GUADALUPE RIVER, below Canyon Lake Dam
The Texas Parks and Wildlife stocks the Guadalupe with freshwater trout year round and with rainbow and brown trout every fall and winter below Canyon Lake Dam. The Guadalupe is also home to Rio Grande perch and Guadalupe bass, which are native to the Hill Country. The river bottom is limestone and cobble as with most hill country streams, and at river flows of 300 cfs or less, the river is suitable for wading. Free public fishing access is available year-round at Guadalupe Park just below the dam. Stocked trout feed on caddis, midge and mayfly hatches, and nymphs and streamers are the most effective flies.
LLANO, flowing through the South Llano River State Park
Anglers will find an abundance of fishing spots in the North and South Llano Rivers, especially the South Llano River State Park. You can fish from a kayak, sit on the river bank, or wade into the river and go fly fishing. The river offers a variety of fish, including largemouth bass, Guadalupe bass, perch, channel catfish and yellow catfish.
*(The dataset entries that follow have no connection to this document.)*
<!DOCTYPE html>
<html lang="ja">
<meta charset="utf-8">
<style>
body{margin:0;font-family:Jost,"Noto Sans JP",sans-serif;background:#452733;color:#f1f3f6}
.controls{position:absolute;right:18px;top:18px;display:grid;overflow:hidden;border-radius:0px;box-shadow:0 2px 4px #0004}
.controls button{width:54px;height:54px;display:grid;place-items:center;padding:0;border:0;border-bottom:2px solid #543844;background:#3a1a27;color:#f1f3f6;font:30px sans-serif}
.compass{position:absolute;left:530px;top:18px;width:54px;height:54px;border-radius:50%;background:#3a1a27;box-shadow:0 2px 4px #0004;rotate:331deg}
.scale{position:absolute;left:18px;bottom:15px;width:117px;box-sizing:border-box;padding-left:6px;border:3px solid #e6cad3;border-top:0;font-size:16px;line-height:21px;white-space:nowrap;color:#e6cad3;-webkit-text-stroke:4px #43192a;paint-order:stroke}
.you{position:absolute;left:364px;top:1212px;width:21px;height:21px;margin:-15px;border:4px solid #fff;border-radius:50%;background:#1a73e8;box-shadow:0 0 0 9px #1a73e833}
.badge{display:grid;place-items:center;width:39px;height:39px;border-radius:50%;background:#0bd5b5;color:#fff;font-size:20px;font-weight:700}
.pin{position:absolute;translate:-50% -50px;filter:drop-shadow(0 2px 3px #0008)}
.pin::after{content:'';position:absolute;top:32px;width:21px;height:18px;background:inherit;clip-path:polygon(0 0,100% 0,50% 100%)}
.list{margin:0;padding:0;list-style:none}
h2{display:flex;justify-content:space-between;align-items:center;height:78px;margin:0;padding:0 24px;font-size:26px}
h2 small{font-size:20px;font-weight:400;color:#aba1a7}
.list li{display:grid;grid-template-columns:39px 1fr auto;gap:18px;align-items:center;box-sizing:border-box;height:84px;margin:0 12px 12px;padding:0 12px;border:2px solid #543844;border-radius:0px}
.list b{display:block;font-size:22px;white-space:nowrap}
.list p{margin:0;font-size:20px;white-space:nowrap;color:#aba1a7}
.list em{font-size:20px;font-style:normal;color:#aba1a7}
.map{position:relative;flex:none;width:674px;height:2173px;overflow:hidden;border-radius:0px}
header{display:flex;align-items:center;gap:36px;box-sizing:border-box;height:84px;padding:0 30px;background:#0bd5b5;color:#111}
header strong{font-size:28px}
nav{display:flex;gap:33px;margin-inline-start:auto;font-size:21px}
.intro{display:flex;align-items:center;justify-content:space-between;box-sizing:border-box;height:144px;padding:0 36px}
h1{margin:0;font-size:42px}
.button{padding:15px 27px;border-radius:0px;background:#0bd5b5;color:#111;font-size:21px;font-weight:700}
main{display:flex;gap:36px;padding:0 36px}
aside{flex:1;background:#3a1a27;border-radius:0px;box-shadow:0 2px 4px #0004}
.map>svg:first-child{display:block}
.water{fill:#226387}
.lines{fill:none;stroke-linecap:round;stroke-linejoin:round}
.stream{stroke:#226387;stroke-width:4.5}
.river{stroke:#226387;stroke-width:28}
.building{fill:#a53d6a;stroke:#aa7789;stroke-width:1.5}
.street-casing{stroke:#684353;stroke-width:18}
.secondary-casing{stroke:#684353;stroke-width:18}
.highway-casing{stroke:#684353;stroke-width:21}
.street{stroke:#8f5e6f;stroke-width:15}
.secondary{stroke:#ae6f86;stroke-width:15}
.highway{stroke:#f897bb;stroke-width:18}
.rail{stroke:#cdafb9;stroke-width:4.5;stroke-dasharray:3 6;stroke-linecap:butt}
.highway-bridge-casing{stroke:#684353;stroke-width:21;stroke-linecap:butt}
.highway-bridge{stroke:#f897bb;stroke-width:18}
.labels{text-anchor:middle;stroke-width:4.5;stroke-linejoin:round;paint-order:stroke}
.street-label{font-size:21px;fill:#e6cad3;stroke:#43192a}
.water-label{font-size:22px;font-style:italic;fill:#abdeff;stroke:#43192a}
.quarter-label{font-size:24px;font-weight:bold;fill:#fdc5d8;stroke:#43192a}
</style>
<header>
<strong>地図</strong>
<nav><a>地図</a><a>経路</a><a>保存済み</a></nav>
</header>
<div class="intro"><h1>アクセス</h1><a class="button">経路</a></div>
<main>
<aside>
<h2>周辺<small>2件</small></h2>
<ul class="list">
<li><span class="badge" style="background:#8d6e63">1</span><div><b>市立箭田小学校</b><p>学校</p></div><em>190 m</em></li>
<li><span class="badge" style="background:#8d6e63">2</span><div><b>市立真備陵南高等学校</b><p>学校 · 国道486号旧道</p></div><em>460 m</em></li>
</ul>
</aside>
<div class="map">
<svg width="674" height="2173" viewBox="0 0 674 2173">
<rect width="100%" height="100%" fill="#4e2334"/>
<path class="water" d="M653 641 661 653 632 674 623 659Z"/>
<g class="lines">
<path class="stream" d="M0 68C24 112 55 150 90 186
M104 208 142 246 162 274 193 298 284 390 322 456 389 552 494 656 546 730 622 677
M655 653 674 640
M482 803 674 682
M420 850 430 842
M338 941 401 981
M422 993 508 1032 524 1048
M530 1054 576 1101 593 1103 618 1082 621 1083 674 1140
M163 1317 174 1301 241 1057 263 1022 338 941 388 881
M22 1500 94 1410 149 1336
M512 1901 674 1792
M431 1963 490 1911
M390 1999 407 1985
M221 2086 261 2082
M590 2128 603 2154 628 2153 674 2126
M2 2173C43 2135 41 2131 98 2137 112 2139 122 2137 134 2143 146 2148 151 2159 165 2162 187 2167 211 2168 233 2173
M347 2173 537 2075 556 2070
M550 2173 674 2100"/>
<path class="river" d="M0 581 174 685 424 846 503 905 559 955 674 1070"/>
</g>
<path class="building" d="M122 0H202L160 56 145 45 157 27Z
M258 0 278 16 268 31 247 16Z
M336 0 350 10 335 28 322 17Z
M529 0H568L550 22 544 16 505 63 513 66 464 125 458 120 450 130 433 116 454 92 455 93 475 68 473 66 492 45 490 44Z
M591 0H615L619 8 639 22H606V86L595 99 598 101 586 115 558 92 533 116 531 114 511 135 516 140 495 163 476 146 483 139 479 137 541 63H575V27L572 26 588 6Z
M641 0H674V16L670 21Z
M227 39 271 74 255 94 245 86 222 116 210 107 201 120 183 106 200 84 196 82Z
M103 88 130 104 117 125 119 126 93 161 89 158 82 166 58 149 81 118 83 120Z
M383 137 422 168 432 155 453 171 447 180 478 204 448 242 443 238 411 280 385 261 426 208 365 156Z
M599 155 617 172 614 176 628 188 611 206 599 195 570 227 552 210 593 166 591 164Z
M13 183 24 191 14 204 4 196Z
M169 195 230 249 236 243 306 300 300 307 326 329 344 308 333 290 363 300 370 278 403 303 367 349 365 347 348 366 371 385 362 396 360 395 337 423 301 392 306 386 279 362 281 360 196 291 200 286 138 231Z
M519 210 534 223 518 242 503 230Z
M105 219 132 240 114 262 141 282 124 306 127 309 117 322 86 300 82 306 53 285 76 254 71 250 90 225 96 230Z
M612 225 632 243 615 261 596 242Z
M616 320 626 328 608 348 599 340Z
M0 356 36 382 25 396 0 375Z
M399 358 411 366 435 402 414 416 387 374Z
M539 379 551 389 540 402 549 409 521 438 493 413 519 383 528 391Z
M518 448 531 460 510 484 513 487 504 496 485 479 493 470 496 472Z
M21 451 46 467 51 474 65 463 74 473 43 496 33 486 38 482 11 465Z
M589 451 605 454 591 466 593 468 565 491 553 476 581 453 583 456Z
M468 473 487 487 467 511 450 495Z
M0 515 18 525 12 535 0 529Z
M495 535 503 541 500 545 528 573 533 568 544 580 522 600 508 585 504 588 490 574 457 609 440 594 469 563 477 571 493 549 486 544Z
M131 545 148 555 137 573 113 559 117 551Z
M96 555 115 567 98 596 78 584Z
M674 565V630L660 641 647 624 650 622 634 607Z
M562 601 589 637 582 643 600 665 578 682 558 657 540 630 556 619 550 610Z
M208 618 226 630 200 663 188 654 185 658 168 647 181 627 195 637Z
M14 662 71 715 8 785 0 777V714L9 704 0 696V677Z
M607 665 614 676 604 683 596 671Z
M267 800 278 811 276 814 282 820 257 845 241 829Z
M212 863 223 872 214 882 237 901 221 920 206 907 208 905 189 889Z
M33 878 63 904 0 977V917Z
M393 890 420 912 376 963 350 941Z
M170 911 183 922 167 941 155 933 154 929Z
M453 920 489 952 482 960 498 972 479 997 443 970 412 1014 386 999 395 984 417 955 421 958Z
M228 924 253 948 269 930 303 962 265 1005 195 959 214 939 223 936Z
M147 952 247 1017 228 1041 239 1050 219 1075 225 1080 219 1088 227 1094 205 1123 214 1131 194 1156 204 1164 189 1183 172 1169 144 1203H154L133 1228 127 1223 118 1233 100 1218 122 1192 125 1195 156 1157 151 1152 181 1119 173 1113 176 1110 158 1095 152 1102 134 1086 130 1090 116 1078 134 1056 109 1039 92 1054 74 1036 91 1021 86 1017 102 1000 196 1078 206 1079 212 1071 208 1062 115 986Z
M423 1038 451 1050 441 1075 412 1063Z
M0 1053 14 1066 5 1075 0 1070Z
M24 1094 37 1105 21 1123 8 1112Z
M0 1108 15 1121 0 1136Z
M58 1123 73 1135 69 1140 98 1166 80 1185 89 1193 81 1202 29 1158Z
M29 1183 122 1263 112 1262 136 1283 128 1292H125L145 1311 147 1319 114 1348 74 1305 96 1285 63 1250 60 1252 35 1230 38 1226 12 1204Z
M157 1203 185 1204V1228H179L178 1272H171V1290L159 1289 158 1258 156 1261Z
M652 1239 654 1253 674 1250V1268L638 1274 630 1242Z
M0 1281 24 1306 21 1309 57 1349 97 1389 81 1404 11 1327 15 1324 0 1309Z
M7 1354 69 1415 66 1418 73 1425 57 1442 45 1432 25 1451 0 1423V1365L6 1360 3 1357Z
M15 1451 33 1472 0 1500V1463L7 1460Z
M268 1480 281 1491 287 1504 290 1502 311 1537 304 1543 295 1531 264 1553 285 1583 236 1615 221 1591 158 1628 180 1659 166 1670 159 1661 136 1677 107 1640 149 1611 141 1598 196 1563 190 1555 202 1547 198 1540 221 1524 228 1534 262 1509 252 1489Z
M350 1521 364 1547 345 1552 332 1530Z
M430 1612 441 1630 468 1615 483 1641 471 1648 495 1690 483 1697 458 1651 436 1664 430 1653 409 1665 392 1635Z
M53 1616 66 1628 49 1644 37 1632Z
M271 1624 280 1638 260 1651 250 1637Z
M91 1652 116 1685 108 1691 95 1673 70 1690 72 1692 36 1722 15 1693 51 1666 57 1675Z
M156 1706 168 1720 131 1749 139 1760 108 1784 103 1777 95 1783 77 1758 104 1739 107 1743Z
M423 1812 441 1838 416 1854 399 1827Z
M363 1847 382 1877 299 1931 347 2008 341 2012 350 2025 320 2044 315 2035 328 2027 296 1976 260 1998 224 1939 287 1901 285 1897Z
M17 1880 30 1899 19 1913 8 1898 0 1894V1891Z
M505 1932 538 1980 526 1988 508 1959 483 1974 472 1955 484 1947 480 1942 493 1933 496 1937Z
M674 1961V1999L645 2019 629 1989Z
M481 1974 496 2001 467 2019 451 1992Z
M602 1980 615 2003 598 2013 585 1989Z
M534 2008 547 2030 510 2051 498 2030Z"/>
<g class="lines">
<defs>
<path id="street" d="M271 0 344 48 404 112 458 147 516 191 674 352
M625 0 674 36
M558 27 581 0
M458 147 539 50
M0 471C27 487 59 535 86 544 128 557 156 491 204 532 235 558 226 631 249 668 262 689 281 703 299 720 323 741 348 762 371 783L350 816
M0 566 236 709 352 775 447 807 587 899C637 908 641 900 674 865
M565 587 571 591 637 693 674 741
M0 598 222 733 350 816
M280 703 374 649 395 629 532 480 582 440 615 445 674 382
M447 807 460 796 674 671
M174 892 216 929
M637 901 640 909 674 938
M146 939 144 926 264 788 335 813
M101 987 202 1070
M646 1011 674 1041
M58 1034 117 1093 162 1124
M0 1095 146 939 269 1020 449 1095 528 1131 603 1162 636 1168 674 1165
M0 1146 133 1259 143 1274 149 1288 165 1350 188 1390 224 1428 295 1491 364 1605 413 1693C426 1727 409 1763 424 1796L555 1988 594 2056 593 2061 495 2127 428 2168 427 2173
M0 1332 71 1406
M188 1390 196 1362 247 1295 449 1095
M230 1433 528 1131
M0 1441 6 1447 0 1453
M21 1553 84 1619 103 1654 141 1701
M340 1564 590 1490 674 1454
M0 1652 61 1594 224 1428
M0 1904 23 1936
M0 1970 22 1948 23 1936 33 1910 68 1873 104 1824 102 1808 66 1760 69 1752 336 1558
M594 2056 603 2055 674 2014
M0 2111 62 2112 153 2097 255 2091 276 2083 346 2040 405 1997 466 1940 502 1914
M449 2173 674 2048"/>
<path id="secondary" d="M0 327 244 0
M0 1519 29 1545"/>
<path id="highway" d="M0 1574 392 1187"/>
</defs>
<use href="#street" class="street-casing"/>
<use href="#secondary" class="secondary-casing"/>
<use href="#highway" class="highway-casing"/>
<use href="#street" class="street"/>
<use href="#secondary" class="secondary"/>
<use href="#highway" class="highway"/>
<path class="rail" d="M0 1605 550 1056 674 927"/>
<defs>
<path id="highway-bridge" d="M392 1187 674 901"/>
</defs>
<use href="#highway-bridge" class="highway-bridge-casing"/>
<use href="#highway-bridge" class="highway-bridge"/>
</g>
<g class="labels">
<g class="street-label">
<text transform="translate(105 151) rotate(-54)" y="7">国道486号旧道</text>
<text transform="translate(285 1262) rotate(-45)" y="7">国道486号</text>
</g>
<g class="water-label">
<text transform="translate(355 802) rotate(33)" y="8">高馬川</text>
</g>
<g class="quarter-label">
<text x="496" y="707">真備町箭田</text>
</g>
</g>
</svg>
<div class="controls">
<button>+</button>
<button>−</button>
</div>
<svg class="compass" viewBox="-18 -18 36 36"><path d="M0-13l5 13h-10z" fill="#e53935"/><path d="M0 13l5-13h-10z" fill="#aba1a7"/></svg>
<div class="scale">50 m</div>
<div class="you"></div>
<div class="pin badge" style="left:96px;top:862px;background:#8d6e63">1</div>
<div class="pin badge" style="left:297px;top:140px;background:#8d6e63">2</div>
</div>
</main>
PEDERNALES RIVER, flowing through Pedernales Falls State Park
The Pedernales River is a 106-mile long tributary of the Colorado River originating from springs in Kimble County and flowing east to Lake Travis. It is named after the flint rock found along the waterway and has limestone escarpments and 23 feeder creeks. The state park offers five miles of river filled with largemouth bass, Guadalupe bass, as well as several species of sunfish and catfish.
Don’t let a big catch get away! Be sure to visit one of these great Texas fishing spots.